*** Data supplied Section Begins ***

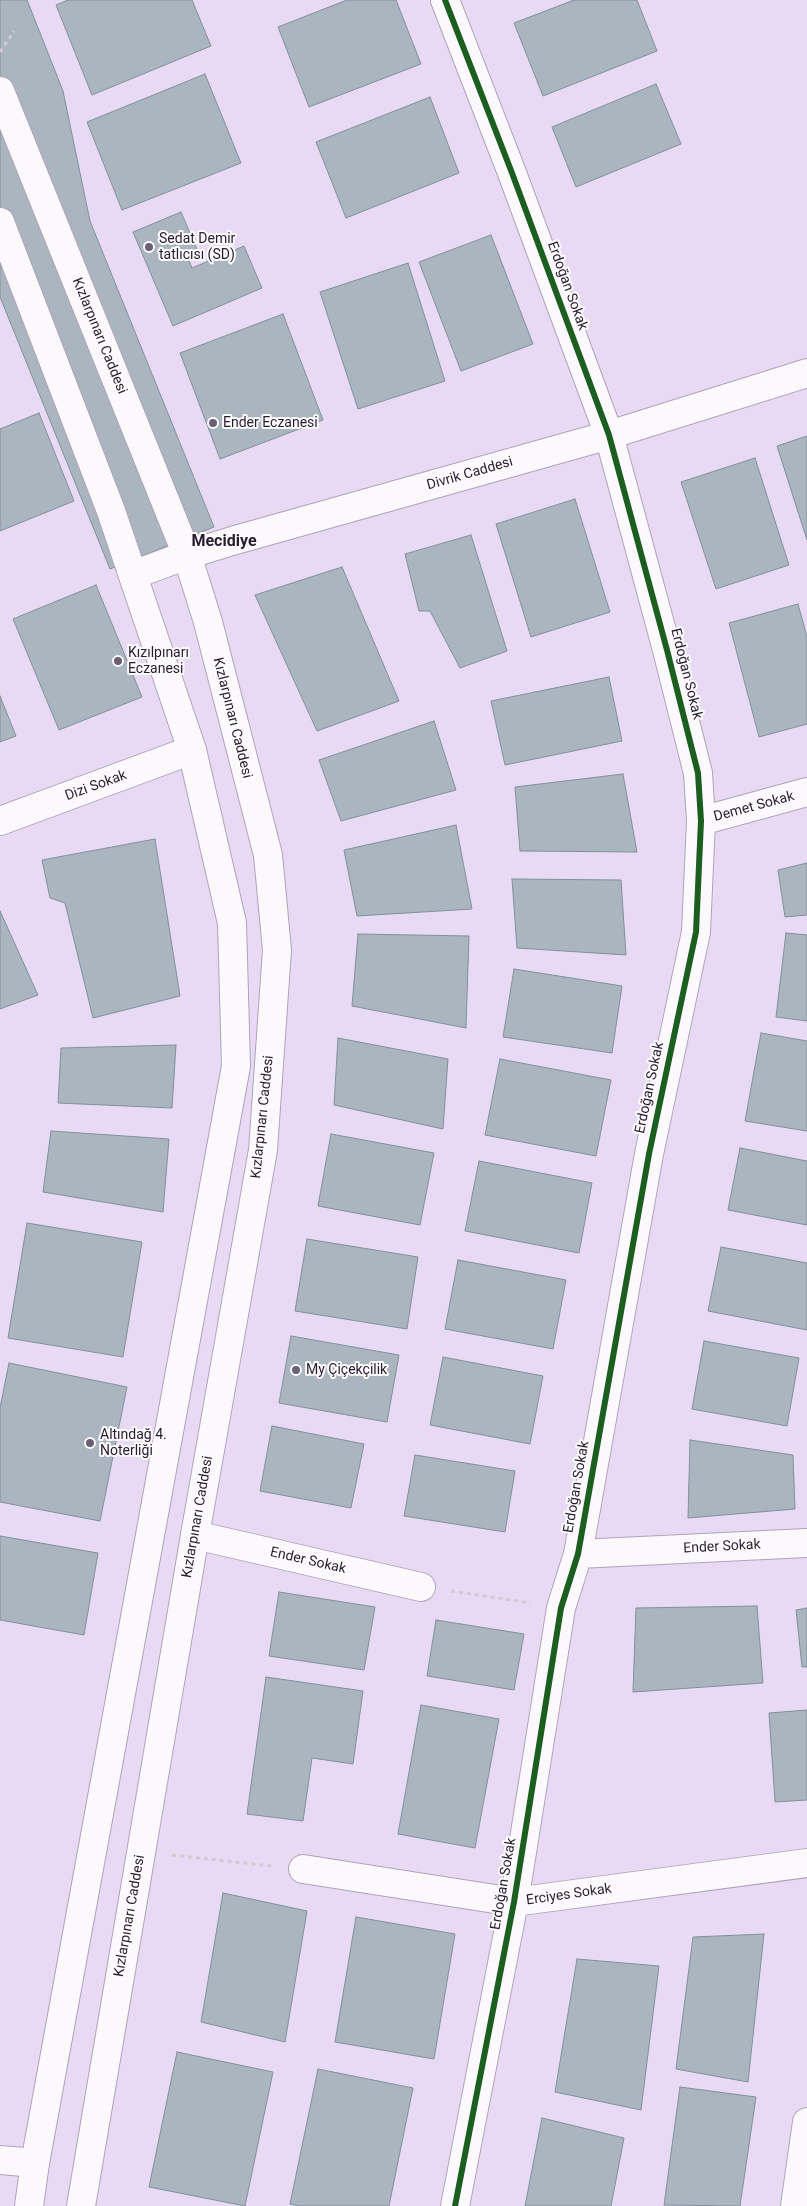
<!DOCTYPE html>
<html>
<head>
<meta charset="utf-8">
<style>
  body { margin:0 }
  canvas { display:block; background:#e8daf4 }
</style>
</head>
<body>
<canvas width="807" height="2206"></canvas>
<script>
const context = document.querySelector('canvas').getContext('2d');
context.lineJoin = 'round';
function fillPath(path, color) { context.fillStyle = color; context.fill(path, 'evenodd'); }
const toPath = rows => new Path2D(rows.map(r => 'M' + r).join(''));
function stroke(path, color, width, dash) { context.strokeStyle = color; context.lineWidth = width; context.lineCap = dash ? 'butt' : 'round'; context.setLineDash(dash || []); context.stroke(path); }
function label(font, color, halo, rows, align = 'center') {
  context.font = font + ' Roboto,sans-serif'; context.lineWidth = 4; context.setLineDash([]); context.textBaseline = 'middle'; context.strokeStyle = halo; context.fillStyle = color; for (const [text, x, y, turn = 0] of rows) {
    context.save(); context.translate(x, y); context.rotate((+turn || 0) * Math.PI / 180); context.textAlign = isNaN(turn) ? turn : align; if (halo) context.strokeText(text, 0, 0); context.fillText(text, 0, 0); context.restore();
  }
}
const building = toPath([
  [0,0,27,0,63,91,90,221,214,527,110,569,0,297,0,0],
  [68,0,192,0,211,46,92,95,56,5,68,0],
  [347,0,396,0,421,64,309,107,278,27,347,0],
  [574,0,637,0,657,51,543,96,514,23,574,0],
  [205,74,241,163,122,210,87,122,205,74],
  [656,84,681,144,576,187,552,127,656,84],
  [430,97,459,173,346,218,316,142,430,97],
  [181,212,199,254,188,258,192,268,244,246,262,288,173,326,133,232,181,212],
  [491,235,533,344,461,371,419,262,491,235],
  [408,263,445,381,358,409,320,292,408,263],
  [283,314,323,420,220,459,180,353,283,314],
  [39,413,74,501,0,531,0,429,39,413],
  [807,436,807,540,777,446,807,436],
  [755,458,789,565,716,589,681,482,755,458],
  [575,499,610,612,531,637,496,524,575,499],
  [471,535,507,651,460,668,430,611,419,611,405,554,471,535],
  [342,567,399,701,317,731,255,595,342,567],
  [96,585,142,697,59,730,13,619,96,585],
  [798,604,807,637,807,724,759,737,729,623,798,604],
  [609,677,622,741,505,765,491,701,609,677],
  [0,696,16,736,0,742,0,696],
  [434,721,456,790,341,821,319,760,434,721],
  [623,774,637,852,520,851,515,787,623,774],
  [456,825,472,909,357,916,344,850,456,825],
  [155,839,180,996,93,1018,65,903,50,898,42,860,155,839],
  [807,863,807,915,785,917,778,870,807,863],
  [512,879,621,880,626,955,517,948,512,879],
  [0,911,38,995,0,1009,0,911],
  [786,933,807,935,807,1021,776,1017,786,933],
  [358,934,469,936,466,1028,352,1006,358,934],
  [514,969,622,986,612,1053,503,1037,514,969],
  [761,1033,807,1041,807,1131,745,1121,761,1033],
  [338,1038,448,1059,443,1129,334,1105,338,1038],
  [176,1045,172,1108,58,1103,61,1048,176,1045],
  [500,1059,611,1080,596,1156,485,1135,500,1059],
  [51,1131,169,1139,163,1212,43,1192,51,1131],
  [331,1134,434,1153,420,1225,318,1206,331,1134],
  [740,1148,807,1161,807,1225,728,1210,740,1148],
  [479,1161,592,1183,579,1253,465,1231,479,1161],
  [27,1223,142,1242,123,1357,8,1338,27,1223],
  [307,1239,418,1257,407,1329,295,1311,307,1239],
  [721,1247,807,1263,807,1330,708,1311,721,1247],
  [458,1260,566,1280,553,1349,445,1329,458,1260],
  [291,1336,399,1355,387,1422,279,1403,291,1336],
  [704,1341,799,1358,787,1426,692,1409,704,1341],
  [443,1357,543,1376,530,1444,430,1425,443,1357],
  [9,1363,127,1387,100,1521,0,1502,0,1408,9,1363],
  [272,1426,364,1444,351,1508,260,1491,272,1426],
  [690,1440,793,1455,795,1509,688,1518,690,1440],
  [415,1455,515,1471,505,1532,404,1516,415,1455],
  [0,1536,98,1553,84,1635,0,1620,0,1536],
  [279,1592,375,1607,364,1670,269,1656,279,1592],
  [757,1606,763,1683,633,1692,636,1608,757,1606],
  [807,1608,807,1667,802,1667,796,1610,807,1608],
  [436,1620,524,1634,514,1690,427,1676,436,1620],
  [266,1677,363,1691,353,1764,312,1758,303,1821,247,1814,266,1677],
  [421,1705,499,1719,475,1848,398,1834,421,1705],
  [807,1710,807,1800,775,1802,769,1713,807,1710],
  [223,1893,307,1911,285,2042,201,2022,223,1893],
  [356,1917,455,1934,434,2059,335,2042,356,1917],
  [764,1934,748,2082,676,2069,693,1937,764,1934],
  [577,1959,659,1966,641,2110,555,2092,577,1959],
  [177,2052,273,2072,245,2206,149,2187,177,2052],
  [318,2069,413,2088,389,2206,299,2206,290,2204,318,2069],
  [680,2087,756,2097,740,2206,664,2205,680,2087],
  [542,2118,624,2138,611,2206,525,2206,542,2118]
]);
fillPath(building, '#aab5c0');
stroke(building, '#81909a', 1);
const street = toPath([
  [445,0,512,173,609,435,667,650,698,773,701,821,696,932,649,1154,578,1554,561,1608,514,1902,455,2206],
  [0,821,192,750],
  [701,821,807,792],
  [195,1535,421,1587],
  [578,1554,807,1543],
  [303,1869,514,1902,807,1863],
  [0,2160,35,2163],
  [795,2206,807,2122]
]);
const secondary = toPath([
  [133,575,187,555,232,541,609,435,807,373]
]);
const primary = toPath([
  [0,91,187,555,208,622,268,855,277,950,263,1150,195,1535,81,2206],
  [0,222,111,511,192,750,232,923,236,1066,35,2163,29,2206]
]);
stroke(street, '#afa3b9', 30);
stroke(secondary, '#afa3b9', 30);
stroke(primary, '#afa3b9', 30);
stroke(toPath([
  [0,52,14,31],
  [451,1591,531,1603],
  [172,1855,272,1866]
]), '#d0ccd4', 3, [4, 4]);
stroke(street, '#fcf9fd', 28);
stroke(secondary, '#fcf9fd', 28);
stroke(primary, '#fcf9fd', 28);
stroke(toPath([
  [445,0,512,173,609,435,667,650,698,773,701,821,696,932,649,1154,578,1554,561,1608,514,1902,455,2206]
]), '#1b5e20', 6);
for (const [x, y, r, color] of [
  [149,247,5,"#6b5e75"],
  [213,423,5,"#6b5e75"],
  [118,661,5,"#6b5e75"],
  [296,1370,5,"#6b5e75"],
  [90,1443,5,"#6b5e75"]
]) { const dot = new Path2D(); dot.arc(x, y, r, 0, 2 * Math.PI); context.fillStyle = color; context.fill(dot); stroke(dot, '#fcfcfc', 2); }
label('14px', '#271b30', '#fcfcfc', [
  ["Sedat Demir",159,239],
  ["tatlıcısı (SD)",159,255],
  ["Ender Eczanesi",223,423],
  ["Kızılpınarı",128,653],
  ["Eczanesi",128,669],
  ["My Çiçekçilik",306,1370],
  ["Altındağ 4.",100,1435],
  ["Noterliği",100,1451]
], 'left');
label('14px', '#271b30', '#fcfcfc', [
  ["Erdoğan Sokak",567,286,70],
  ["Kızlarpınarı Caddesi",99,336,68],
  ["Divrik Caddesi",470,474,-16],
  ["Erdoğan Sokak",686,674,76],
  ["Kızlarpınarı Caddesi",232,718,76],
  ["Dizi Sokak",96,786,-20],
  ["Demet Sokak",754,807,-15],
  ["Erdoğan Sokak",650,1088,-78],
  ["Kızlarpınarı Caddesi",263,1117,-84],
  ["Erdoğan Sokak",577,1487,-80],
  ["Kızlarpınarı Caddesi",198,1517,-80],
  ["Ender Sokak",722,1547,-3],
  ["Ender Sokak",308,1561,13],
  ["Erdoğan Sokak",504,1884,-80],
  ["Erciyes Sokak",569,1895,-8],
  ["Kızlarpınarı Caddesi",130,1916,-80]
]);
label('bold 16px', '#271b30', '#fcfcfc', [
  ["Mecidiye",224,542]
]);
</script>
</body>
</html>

*** Data supplied Section Ends ***

• _Exercise details_
Every line above from the line with "function stroke(path, color, width, dash)" to the line with "function label(font, color, halo, rows, align" is wanted, ends included; write them out exactly and add no other line.

• _Result of this exercise_
function stroke(path, color, width, dash) { context.strokeStyle = color; context.lineWidth = width; context.lineCap = dash ? 'butt' : 'round'; context.setLineDash(dash || []); context.stroke(path); }
function label(font, color, halo, rows, align = 'center') {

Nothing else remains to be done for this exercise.